■ **Task requirements**: With the pictures excluded, repeat every entry exactly.

-.-.-

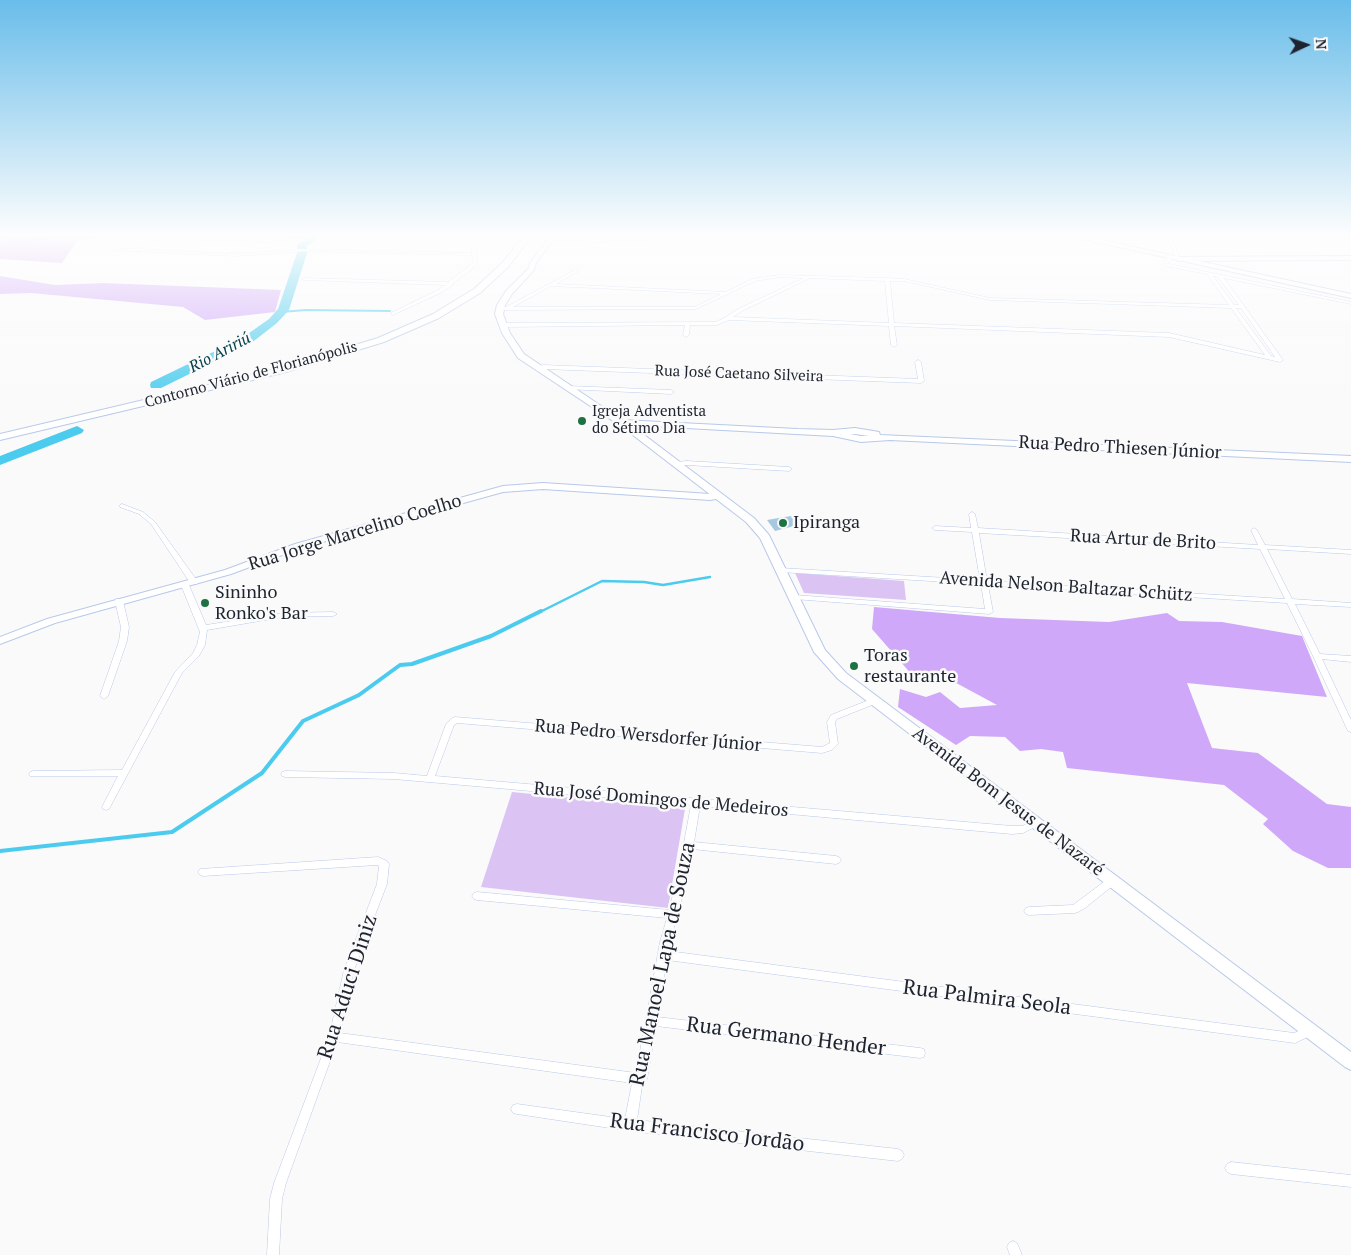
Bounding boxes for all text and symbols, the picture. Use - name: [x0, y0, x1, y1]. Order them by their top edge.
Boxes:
- north arrow: [1281, 20, 1331, 70]
- text: N: [1312, 38, 1331, 50]
- water label: Rio Aririú: [186, 329, 254, 377]
- street label: Contorno Viário de Florianópolis: [143, 338, 359, 412]
- street label: Rua José Caetano Silveira: [654, 362, 824, 386]
- place label: Igreja Adventista do Sétimo Dia: [592, 403, 706, 438]
- marker: Igreja Adventista do Sétimo Dia: [576, 415, 588, 427]
- street label: Rua Pedro Thiesen Júnior: [1018, 432, 1222, 464]
- street label: Rua Jorge Marcelino Coelho: [246, 490, 464, 576]
- place label: Ipiranga: [793, 512, 860, 534]
- marker: Ipiranga: [777, 517, 789, 529]
- street label: Rua Artur de Brito: [1069, 525, 1217, 555]
- street label: Avenida Nelson Baltazar Schütz: [939, 567, 1193, 607]
- place label: Sininho Ronko's Bar: [215, 582, 308, 624]
- marker: Sininho Ronko's Bar: [199, 597, 211, 609]
- place label: Toras restaurante: [864, 645, 956, 688]
- marker: Toras restaurante: [848, 660, 860, 672]
- street label: Rua Pedro Wersdorfer Júnior: [534, 715, 762, 757]
- street label: Avenida Bom Jesus de Nazaré: [908, 723, 1108, 881]
- street label: Rua José Domingos de Medeiros: [533, 778, 789, 822]
- street label: Rua Manoel Lapa de Souza: [625, 840, 701, 1088]
- street label: Rua Aduci Diniz: [313, 911, 383, 1063]
- street label: Rua Palmira Seola: [902, 975, 1072, 1021]
- street label: Rua Germano Hender: [685, 1012, 887, 1062]
- street label: Rua Francisco Jordão: [608, 1109, 806, 1157]

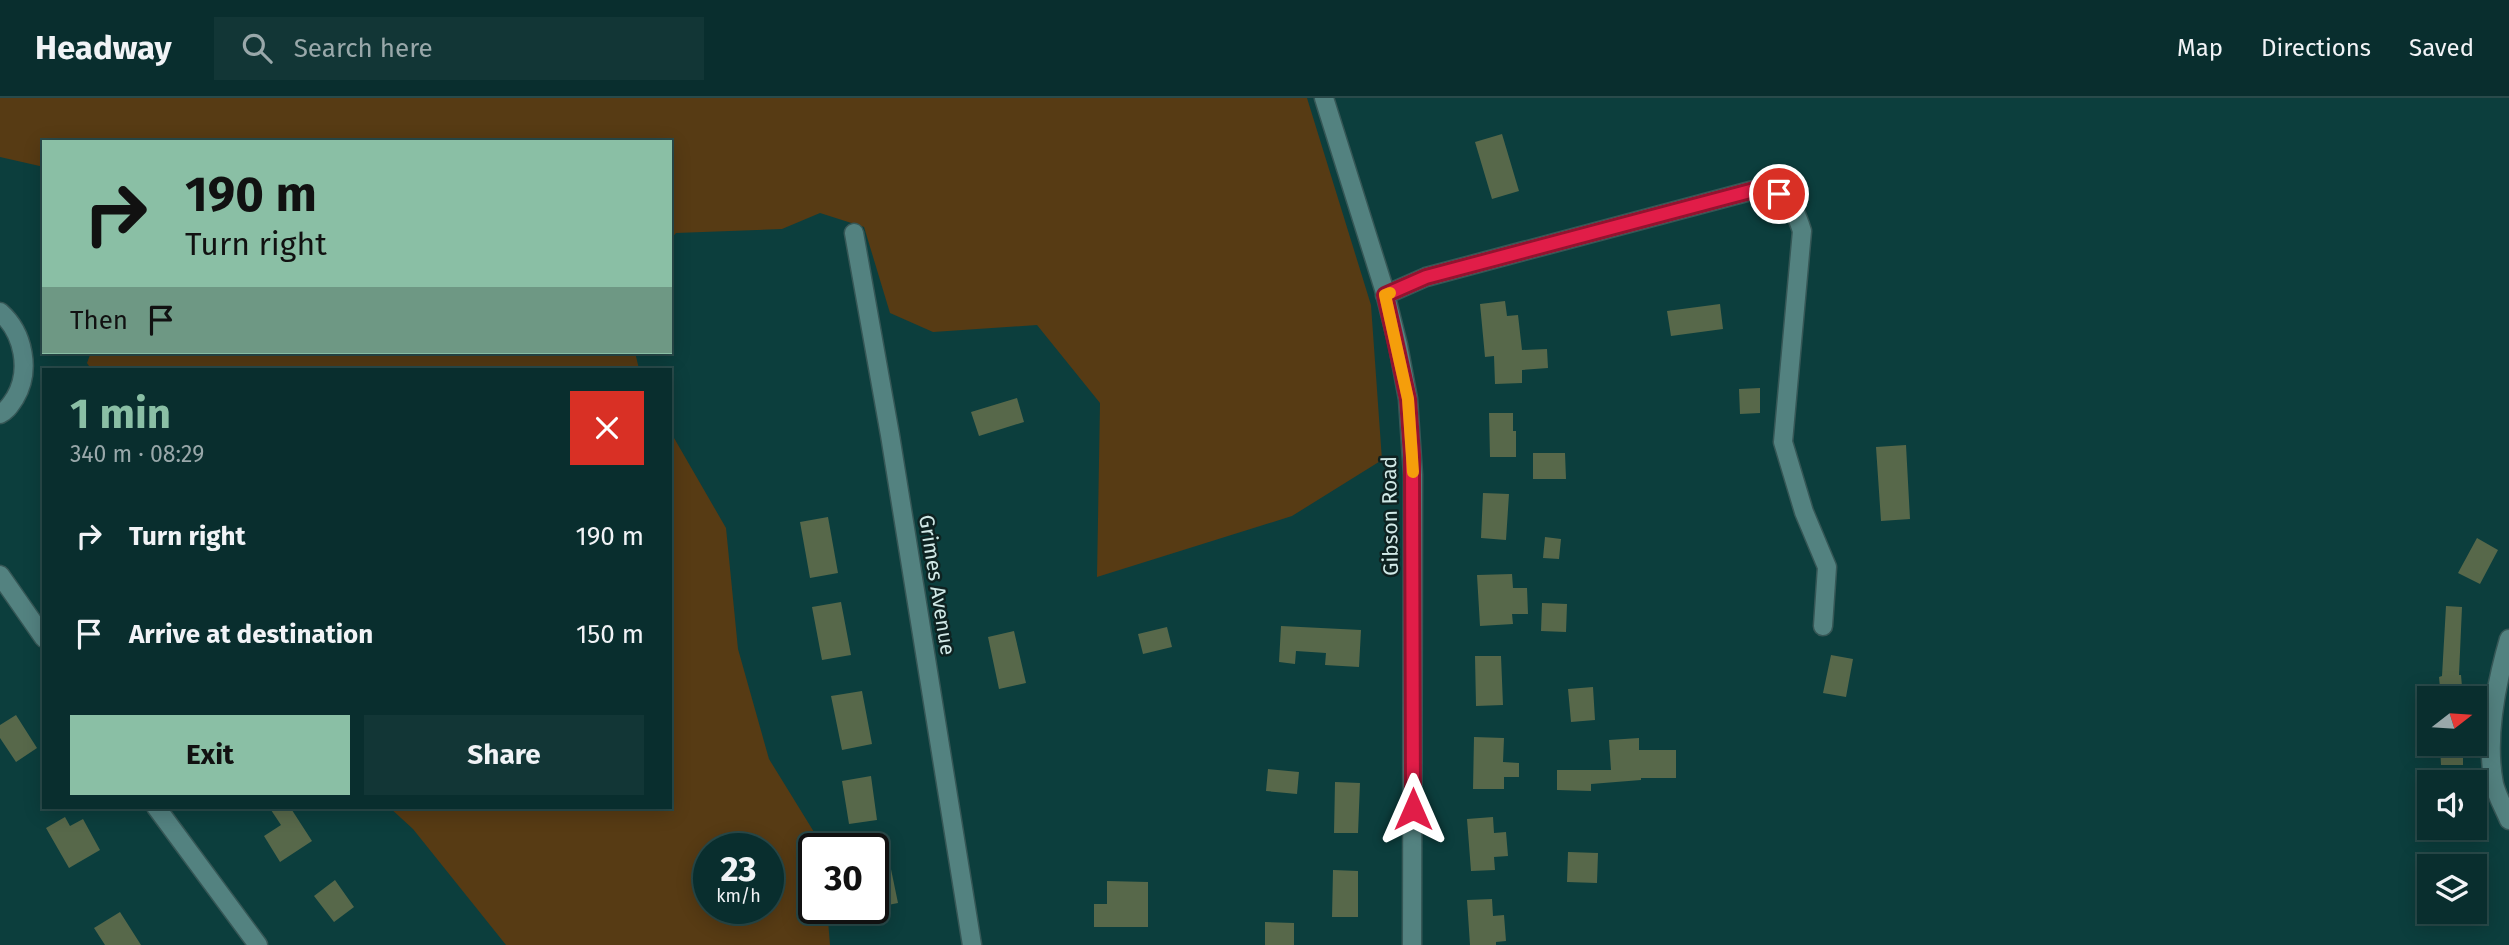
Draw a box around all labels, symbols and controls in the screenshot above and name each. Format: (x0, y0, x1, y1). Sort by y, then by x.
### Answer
search box (214, 17, 704, 80)
text: Headway (35, 28, 172, 68)
icon: search (238, 29, 276, 67)
text: Search here (294, 33, 433, 64)
text: Map (2177, 34, 2223, 62)
text: Directions (2261, 34, 2371, 62)
text: Saved (2409, 34, 2474, 62)
pin (1749, 164, 1809, 224)
text: 190 m (185, 165, 317, 224)
icon: right (70, 168, 161, 259)
icon: arrive (1760, 175, 1798, 213)
text: Turn right (185, 225, 327, 263)
icon: arrive (142, 301, 180, 339)
text: Then (70, 305, 128, 336)
text: 1 min (70, 389, 171, 439)
button: close (570, 391, 644, 465)
text: 340 m · 08:29 (70, 440, 204, 468)
street label: Gibson Road (1376, 456, 1404, 576)
street label: Grimes Avenue (913, 513, 961, 657)
icon: right (70, 517, 108, 555)
text: Turn right (129, 521, 246, 552)
text: 190 m (575, 521, 644, 552)
icon: arrive (70, 615, 108, 653)
text: Arrive at destination (129, 619, 373, 650)
text: 150 m (576, 619, 644, 650)
north arrow (2417, 686, 2487, 756)
map controls (2417, 686, 2487, 924)
button: Exit (70, 715, 350, 795)
button: Share (364, 715, 644, 795)
button: sound (2417, 770, 2487, 840)
position arrow (1376, 772, 1450, 846)
speed limit sign: 30 (798, 833, 889, 924)
text: 23 (720, 848, 757, 890)
button: layers (2417, 854, 2487, 924)
text: km/h (716, 885, 761, 907)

-.-.-

■ **Result of the task**:
Bounding boxes for all text and symbols, the picture. Use - name: [x0, y0, x1, y1]. Order them by their top edge.
Boxes:
- north arrow: [1281, 20, 1331, 70]
- text: N: [1312, 38, 1331, 50]
- water label: Rio Aririú: [186, 329, 254, 377]
- street label: Contorno Viário de Florianópolis: [143, 338, 359, 412]
- street label: Rua José Caetano Silveira: [654, 362, 824, 386]
- place label: Igreja Adventista do Sétimo Dia: [592, 403, 706, 438]
- marker: Igreja Adventista do Sétimo Dia: [576, 415, 588, 427]
- street label: Rua Pedro Thiesen Júnior: [1018, 432, 1222, 464]
- street label: Rua Jorge Marcelino Coelho: [246, 490, 464, 576]
- place label: Ipiranga: [793, 512, 860, 534]
- marker: Ipiranga: [777, 517, 789, 529]
- street label: Rua Artur de Brito: [1069, 525, 1217, 555]
- street label: Avenida Nelson Baltazar Schütz: [939, 567, 1193, 607]
- place label: Sininho Ronko's Bar: [215, 582, 308, 624]
- marker: Sininho Ronko's Bar: [199, 597, 211, 609]
- place label: Toras restaurante: [864, 645, 956, 688]
- marker: Toras restaurante: [848, 660, 860, 672]
- street label: Rua Pedro Wersdorfer Júnior: [534, 715, 762, 757]
- street label: Avenida Bom Jesus de Nazaré: [908, 723, 1108, 881]
- street label: Rua José Domingos de Medeiros: [533, 778, 789, 822]
- street label: Rua Manoel Lapa de Souza: [625, 840, 701, 1088]
- street label: Rua Aduci Diniz: [313, 911, 383, 1063]
- street label: Rua Palmira Seola: [902, 975, 1072, 1021]
- street label: Rua Germano Hender: [685, 1012, 887, 1062]
- street label: Rua Francisco Jordão: [608, 1109, 806, 1157]

Draw a box around all labels, symbols and controls in the screenshot above and name each. Format: (x0, y0, x1, y1). Sort by y, then by x.
### Answer
search box (214, 17, 704, 80)
text: Headway (35, 28, 172, 68)
icon: search (238, 29, 276, 67)
text: Search here (294, 33, 433, 64)
text: Map (2177, 34, 2223, 62)
text: Directions (2261, 34, 2371, 62)
text: Saved (2409, 34, 2474, 62)
pin (1749, 164, 1809, 224)
text: 190 m (185, 165, 317, 224)
icon: right (70, 168, 161, 259)
icon: arrive (1760, 175, 1798, 213)
text: Turn right (185, 225, 327, 263)
icon: arrive (142, 301, 180, 339)
text: Then (70, 305, 128, 336)
text: 1 min (70, 389, 171, 439)
button: close (570, 391, 644, 465)
text: 340 m · 08:29 (70, 440, 204, 468)
street label: Gibson Road (1376, 456, 1404, 576)
street label: Grimes Avenue (913, 513, 961, 657)
icon: right (70, 517, 108, 555)
text: Turn right (129, 521, 246, 552)
text: 190 m (575, 521, 644, 552)
icon: arrive (70, 615, 108, 653)
text: Arrive at destination (129, 619, 373, 650)
text: 150 m (576, 619, 644, 650)
north arrow (2417, 686, 2487, 756)
map controls (2417, 686, 2487, 924)
button: Exit (70, 715, 350, 795)
button: Share (364, 715, 644, 795)
button: sound (2417, 770, 2487, 840)
position arrow (1376, 772, 1450, 846)
speed limit sign: 30 (798, 833, 889, 924)
text: 23 (720, 848, 757, 890)
button: layers (2417, 854, 2487, 924)
text: km/h (716, 885, 761, 907)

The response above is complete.